En l’absence de démonstration d’une faute de l’employeur qui invoquait simplement devant la juridiction saisie l’existence d’actes préparatoires pendant la relation contractuelle, la demande de dommages-intérêts ne peut prospérer. Le jugement sera donc confirmé.

Sur les dépens et les frais irrépétibles

Les dépens de première instance et d’appel seront mis à la charge de la procédure collective.

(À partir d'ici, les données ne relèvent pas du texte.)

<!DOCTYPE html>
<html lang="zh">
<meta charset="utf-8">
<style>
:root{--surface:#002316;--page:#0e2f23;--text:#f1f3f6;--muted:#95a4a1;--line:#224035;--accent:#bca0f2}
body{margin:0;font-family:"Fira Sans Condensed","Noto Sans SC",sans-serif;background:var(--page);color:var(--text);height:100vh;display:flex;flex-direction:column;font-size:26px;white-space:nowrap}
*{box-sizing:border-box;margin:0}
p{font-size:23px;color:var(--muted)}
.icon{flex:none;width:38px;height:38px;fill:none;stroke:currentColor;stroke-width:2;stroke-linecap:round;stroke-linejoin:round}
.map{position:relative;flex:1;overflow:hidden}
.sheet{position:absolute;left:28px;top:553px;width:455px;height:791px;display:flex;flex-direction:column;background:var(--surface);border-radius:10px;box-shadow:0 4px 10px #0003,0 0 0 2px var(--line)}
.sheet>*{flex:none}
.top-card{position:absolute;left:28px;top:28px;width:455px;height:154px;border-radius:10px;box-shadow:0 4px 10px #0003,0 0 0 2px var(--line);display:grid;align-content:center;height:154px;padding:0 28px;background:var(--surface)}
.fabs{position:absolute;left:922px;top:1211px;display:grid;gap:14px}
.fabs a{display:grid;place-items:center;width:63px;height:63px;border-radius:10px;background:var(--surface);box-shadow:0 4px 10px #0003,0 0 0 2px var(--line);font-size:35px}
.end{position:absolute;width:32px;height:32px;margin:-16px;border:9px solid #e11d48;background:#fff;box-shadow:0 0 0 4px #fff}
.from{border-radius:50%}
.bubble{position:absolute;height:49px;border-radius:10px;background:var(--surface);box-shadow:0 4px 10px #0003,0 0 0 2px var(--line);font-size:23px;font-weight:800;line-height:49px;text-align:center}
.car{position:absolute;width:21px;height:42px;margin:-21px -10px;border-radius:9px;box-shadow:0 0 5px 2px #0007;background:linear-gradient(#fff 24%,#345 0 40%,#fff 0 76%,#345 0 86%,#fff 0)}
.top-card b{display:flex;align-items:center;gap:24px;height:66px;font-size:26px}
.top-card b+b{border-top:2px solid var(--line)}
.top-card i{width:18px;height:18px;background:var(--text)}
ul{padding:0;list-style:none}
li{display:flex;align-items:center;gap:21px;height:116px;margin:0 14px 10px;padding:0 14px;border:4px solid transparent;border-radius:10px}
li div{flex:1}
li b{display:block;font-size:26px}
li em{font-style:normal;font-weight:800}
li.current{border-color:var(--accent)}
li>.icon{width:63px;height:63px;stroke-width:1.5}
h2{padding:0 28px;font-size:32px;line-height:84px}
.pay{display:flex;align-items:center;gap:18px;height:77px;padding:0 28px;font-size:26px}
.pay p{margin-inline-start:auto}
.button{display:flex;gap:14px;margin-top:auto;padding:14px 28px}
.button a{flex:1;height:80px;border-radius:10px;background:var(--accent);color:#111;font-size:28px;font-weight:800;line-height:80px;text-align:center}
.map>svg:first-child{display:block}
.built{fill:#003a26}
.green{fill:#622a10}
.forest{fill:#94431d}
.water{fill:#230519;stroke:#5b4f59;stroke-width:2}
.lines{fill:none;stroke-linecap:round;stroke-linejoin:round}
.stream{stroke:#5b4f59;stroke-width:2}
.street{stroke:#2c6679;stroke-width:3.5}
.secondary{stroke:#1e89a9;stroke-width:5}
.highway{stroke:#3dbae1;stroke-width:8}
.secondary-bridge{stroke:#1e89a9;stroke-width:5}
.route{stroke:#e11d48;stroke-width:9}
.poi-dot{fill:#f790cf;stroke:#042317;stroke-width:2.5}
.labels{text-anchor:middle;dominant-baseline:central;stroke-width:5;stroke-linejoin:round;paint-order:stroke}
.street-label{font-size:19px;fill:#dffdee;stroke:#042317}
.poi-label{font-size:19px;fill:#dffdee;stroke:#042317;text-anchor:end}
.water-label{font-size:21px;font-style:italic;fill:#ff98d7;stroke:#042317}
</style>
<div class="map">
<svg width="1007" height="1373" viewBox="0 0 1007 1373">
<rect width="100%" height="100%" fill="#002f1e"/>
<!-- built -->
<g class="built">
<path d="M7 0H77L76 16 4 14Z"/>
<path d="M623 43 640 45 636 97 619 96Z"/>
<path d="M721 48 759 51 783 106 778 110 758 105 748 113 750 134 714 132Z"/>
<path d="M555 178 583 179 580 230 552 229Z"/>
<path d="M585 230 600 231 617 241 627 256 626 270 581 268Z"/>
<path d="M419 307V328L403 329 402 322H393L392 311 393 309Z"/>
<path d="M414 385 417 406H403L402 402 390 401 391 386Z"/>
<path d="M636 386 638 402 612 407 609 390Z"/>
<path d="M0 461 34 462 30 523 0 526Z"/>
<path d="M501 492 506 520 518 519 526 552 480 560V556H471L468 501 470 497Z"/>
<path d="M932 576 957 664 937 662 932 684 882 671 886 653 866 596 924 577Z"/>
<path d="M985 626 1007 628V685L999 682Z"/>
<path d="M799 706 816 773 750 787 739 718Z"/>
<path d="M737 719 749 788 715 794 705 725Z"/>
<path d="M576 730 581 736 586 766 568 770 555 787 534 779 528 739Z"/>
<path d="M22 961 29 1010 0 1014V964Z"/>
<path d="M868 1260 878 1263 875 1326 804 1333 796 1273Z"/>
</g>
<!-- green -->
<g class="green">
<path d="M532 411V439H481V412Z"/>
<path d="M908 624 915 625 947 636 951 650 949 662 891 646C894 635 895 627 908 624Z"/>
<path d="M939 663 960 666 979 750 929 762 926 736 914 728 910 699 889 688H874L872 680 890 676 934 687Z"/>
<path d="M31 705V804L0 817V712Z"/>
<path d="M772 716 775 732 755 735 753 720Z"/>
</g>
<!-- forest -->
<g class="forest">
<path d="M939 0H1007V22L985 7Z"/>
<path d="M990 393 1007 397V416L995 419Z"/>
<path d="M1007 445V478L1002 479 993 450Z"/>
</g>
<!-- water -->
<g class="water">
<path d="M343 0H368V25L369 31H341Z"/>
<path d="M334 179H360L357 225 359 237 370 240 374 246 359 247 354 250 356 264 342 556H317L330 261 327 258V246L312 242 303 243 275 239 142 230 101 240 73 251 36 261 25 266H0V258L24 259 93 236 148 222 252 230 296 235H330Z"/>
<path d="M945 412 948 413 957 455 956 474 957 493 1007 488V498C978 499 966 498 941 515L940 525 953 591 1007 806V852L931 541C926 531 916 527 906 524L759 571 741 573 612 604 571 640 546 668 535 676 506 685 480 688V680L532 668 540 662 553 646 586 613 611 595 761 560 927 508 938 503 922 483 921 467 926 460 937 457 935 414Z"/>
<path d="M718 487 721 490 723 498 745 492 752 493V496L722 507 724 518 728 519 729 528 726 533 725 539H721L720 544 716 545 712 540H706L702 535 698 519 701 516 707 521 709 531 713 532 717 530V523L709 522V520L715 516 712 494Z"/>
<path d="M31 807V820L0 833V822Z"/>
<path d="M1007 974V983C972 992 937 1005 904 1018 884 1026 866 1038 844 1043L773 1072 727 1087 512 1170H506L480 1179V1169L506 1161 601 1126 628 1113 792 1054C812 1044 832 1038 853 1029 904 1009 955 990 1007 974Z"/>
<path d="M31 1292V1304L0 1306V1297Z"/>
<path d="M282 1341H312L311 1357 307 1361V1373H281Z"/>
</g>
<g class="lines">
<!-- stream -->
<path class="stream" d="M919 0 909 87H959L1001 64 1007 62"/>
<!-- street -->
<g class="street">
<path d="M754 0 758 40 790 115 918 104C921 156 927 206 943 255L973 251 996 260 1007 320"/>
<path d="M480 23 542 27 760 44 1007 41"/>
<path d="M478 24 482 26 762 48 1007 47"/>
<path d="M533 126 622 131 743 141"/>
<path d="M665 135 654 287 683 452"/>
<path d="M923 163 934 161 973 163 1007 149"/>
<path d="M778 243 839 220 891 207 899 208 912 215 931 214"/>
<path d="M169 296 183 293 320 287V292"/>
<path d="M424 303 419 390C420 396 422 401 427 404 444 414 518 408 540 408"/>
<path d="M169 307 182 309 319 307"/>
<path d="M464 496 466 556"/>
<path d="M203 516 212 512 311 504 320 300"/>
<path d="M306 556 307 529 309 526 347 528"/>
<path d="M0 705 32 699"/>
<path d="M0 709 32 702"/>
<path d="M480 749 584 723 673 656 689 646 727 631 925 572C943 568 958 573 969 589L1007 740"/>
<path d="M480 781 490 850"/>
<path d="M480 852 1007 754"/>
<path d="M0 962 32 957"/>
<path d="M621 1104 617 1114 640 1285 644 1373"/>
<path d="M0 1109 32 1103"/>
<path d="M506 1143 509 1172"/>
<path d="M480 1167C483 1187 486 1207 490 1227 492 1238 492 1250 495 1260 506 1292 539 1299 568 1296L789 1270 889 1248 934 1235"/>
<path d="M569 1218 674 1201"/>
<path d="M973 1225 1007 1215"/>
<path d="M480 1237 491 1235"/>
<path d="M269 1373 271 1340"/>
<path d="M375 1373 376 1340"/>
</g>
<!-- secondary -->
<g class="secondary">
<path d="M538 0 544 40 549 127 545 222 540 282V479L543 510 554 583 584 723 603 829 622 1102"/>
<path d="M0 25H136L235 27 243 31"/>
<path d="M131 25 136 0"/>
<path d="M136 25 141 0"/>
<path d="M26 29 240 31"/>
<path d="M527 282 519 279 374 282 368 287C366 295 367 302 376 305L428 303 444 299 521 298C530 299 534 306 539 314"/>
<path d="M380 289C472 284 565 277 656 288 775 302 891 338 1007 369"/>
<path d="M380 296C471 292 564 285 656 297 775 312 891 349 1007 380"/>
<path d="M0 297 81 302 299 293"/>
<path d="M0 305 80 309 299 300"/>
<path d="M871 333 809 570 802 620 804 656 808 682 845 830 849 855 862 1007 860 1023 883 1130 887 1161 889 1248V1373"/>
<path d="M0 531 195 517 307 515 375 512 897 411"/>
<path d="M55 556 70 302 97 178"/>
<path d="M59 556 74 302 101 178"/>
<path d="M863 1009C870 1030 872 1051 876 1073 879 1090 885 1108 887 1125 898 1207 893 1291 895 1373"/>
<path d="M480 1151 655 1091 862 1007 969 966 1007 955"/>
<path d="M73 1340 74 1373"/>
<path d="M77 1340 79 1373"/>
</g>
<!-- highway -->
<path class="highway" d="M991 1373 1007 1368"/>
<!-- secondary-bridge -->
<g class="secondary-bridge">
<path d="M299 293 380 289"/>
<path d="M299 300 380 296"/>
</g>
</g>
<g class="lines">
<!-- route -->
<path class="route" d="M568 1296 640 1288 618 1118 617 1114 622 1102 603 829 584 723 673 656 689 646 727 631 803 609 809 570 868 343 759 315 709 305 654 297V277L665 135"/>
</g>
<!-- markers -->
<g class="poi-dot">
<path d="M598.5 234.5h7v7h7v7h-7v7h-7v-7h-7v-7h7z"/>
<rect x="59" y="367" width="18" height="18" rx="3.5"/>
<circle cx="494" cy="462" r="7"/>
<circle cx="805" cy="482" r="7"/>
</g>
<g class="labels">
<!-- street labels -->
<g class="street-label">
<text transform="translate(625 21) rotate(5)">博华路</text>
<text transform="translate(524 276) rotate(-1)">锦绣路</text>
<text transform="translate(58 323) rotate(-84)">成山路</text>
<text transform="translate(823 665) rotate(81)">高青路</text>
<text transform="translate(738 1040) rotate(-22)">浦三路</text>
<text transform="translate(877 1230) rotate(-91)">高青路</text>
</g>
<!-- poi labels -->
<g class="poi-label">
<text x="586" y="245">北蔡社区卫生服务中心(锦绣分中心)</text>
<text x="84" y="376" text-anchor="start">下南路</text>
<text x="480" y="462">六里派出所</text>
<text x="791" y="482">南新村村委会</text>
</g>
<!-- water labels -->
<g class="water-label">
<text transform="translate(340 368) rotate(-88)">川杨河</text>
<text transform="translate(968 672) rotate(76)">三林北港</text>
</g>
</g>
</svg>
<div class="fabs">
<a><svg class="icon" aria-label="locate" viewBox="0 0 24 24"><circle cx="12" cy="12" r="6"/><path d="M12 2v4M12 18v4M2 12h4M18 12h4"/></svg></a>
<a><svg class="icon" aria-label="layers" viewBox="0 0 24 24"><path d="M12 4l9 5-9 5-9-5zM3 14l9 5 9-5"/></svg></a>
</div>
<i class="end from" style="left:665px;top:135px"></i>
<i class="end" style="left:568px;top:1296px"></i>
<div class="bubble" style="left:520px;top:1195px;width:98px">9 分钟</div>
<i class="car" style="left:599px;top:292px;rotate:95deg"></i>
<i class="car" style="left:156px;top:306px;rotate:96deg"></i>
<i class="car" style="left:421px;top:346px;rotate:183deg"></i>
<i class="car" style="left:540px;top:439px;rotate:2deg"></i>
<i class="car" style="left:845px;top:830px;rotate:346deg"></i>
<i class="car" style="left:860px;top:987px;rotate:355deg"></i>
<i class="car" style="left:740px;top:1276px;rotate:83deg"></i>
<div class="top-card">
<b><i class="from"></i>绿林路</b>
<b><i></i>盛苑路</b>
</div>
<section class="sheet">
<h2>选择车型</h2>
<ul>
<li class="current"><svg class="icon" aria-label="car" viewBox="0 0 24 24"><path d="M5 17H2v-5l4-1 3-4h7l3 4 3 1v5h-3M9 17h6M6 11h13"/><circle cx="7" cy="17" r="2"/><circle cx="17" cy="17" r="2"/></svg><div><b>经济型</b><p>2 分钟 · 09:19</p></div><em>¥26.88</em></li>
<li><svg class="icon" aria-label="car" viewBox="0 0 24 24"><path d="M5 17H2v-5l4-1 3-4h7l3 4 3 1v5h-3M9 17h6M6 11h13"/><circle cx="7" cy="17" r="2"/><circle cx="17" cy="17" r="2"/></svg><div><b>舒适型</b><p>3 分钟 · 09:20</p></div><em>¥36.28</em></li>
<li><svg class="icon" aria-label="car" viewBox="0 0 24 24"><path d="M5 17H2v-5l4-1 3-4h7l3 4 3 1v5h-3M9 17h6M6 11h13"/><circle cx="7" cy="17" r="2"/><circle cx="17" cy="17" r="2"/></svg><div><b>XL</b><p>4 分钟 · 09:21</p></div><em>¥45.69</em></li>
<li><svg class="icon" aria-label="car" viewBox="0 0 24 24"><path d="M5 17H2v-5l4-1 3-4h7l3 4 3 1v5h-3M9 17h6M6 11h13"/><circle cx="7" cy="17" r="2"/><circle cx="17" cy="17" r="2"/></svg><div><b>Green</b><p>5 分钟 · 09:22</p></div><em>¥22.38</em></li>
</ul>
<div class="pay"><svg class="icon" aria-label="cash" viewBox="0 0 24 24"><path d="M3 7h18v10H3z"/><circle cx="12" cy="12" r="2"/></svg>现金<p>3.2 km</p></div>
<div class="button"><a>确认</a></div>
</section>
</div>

L’équité ne justifie pas de faire application de l’article 700 du code de procédure civile .

PAR CES MOTIFS

LA COUR,

Par arrêt réputé contradictoire, rendu publiquement en dernier ressort

-Confirme le jugement rendu le 28 juin 2022 par le conseil de prud’hommes d’Avignon en ce qu’il a :

– mis hors de cause le CGEA de [Localité 15] et donné acte de l’intervention volontaire de l’AGS CGEA d'[Localité 9],

– dit et jugé que la prescription concernant la demande de paiement des primes de 2014 et 2015 se trouve acquise,

-admis le droit au rappel de primes pour les années 2016, 2017 et 2018,

– débouté M. [P] [C] de sa demande de condamner la société Immo Clean Vaucluse à lui payer la somme de 15 000 euros à titre de dommages et intérêts en réparation du préjudice moral subi en raison de la mauvaise foi de son employeur durant toute la durée de la relation contractuelle,

– débouté M. [P] [C] de sa demande de condamner la société Immo Clean Vaucluse à lui payer la somme de 15 000 euros à titre de dommages et intérêts en réparation du préjudice moral subi du fait de ses accusations infondées de concurrence déloyale,

– débouté M. [P] [C] de sa demande d’ordonner l’exécution provisoire du présent jugement,

-L’infirme pour le surplus,

-Statuant à nouveau et y ajoutant,

– Fixe ainsi que suit la créance de M. [P] [C] :

– 36 448 euros au titre du rappel des primes sur le chiffre d’affaires

– 7 952,48 euros au titre du rappel de l’indemnité de rupture conventionnelle

-Rejette le surplus des demandes,

– Dit que ces sommes seront inscrites par le mandataire judiciaire sur l’état des créances de la procédure collective ouverte à l’encontre de la société,

– Dit qu’en application des articles L 622-28 et L 641-3 du code de commerce, le jugement d’ouverture de la procédure collective arrête définitivement à sa date le cours des intérêts au taux légal des créances salariales nées antérieurement,

– Dit que la garantie de l’AGS – CGEA s’exerce dans les conditions, limites et plafonds définis aux articles L. 3253-6 et suivants du code du travail,

-Déboute la SARL Immo clean de sa demande de dommages et intérêts pour déloyauté,

-Dit n’y avoir lieu de faire application de l’article 700 du code de procédure civile,

-Dit que les dépens seront considérés comme frais privilégiés dans le cadre de la procédure de redressement judiciaire.

Arrêt signé par le président et par la greffiere.